5.ª: Ora, humana e tecnicamente mais não era exigível à arguida e recorrente: com recurso do seu leitor de cassetes e ouvindo as respectivas cassetes e com auxílio das notas tomadas no decurso das sessões de audiência de julgamento ela cumpriu com o comando legal do art.º 412.º, n.ºs 3 e 4, do Código de Processo Penal.
6.ª: Seria exigível à arguida que tivesse um leitor de cassetes que contasse as voltas? E que tivesse um contador? E, um leitor que fosse igual e da mesma marca
do que o do Tribunal? E que a arguida fosse contando as cassetes com um cronómetro? E como deveria assinalar e indicar a posição nas cassetes das declarações e dos depoimentos? Como se conta o início? Onde e como nas cassetes se indica que é o meio? E onde começa e acaba o fim das cassetes?
7.ª: Ora, salvo o muito devido respeito ao Acórdão do Tribunal da Relação, a interpretação dada ao n.º 4 do art.º 414.º do Código de Processo Penal, de que se impõe um ónus à arguida de indicação ou de voltas ou de início ou termo, é um absurdo?
8.ª: Ora, salvo o devido respeito, só faltou dizer ao Tribunal da Relação, que a arguida devia haver, contra legem, ela própria ter efectuado a dita Transcrição.
9.ª: O douto Acórdão recorrido, devia era sempre antes haver ordenado ao Tribunal da 1.ª Instância que desse cumprimento ao legal preceituado no acima citado artigo 101.º do Código de Processo Penal, pois o Tribunal da Relação de Coimbra – Tribunal de Recurso - estava, como está, inibido de conhecer o recurso da arguida e assim não se podendo logo pronunciar, QUANTO À MATÉRIA DE FACTO impugnada em que se fundou a motivação nessa parte do Recurso da sentença do dito Tribunal recorrido de Ansião.

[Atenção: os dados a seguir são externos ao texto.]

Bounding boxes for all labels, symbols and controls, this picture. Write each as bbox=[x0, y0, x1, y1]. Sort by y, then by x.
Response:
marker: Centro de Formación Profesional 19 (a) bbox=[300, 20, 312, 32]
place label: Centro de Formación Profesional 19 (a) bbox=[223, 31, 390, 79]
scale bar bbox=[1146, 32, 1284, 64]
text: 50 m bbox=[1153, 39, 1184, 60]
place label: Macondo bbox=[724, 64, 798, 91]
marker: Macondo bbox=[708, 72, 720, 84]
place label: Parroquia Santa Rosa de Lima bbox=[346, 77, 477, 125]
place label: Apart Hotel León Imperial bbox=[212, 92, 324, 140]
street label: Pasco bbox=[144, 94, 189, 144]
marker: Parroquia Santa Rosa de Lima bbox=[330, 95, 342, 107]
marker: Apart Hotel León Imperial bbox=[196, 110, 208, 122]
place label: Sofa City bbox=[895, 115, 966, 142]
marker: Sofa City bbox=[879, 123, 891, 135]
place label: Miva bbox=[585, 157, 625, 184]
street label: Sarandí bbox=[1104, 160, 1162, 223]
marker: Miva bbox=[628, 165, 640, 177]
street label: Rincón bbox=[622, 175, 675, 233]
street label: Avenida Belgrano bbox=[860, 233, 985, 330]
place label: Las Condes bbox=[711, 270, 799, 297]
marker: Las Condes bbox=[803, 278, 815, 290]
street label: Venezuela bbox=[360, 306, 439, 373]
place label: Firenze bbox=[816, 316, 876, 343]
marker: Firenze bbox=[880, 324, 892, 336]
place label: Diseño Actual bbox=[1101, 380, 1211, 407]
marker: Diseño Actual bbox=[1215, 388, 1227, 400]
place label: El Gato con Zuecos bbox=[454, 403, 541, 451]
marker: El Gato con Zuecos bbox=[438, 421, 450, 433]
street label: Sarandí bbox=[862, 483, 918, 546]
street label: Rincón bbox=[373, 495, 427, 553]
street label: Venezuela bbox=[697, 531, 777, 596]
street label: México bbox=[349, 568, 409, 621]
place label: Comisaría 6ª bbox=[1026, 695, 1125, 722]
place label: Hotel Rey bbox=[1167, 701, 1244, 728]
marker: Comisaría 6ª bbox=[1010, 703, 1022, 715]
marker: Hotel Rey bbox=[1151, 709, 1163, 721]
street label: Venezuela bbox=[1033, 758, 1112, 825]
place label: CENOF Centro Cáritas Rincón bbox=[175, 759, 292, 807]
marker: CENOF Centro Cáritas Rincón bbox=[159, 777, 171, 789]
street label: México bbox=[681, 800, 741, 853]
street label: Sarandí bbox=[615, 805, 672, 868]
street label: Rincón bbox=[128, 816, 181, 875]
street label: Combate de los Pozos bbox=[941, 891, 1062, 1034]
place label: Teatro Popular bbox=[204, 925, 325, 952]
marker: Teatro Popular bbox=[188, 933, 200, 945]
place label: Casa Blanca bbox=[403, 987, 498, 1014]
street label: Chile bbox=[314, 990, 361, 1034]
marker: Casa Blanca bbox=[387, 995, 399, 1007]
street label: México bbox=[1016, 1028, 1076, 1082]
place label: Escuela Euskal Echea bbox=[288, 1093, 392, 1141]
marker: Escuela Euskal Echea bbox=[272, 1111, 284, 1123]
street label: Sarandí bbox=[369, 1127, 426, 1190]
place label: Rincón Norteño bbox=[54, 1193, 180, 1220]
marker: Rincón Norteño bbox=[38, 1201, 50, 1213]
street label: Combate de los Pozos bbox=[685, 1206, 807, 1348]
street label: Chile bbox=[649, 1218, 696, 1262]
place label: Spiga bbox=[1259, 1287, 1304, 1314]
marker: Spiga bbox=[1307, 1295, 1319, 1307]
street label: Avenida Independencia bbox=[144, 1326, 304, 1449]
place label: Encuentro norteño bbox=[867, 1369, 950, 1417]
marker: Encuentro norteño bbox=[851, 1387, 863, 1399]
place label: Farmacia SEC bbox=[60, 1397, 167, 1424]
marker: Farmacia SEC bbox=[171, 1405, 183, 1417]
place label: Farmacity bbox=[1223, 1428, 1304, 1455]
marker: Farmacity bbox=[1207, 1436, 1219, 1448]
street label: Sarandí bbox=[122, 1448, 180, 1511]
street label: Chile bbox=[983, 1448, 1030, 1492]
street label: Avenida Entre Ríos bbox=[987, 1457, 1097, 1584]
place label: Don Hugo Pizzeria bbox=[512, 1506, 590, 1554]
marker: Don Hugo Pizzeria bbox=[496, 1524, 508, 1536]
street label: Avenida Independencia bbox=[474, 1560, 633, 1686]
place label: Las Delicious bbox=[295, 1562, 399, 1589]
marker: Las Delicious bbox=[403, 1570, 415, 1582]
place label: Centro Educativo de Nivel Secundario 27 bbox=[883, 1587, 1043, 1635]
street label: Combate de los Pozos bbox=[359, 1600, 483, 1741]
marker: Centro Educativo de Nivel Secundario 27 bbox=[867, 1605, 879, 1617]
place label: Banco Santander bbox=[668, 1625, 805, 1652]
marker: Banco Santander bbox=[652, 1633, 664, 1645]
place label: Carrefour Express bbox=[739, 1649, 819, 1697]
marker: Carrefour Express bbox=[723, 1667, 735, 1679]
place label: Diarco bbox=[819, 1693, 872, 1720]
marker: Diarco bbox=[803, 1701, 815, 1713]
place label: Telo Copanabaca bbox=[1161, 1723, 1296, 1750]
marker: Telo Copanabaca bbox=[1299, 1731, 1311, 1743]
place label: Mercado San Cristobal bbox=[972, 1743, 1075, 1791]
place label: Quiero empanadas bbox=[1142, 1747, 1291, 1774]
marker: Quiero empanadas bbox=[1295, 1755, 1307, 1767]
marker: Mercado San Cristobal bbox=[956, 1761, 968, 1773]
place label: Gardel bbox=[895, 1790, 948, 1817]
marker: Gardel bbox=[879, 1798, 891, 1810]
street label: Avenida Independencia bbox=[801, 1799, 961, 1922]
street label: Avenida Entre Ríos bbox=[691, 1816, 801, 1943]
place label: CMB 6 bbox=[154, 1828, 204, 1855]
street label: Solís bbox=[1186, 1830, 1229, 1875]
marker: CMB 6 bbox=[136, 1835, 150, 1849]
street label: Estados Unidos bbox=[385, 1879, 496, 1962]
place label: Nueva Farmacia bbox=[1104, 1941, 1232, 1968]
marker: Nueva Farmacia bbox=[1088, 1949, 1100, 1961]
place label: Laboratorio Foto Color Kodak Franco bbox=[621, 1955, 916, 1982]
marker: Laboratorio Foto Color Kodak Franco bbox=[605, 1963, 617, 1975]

10.ª: Ora, não havendo em consonância com o citado normativo do artigo 101.º do Código de Processo Penal, o douto Acórdão recorrido, que depois se requereu a sua CORRECÇÃO – por vícios de lei, do Código de Processo Penal e do Código de Processo Civil -,
11.ª: e encontrando-se a recorrente e arguida Impedida Justamente – vid. artigo
146º do Código de Processo Civil -, de fundamentar as suas alegações e citações da Matéria de facto Impugnada, por falta dessa transcrição,
12.ª: ela arguida, e recorrente penal, não só, em primeiro lugar, estava de todo em todo impedida de fazer e obedecer ao cumprimento de acordo com a interpretação normativa – segundo o Douto Acórdão – de proceder em acordo com uma “ ... especificação ...” que “... haveria de fazer-se por referência aos respectivos suportes técnicos, conforme o preceituado no n.º 4, ou seja, não indicou a recorrente a localização (início e termo) da gravação das declarações ou depoimentos, a que alude na motivação e respectivas conclusões e através dos quais fundamentou a sua discordância relativamente aos pontos de facto que considerou incorrectamente julgados, na decisão em causa.»,
13.ª: pois que não se havia dado lugar à Transcrição – como a parte final do n.º
4 do art.º 412.º impõe.
14.ª: Ou, em alternativa, a Relação de Coimbra, em ordem a assegurar à arguida a possibilidade e efectivação do conhecimento do seu Recurso devia, pelo menos, ter, convidado a recorrente a suprir as suas deficiências, vindo corrigi-las e completá-las.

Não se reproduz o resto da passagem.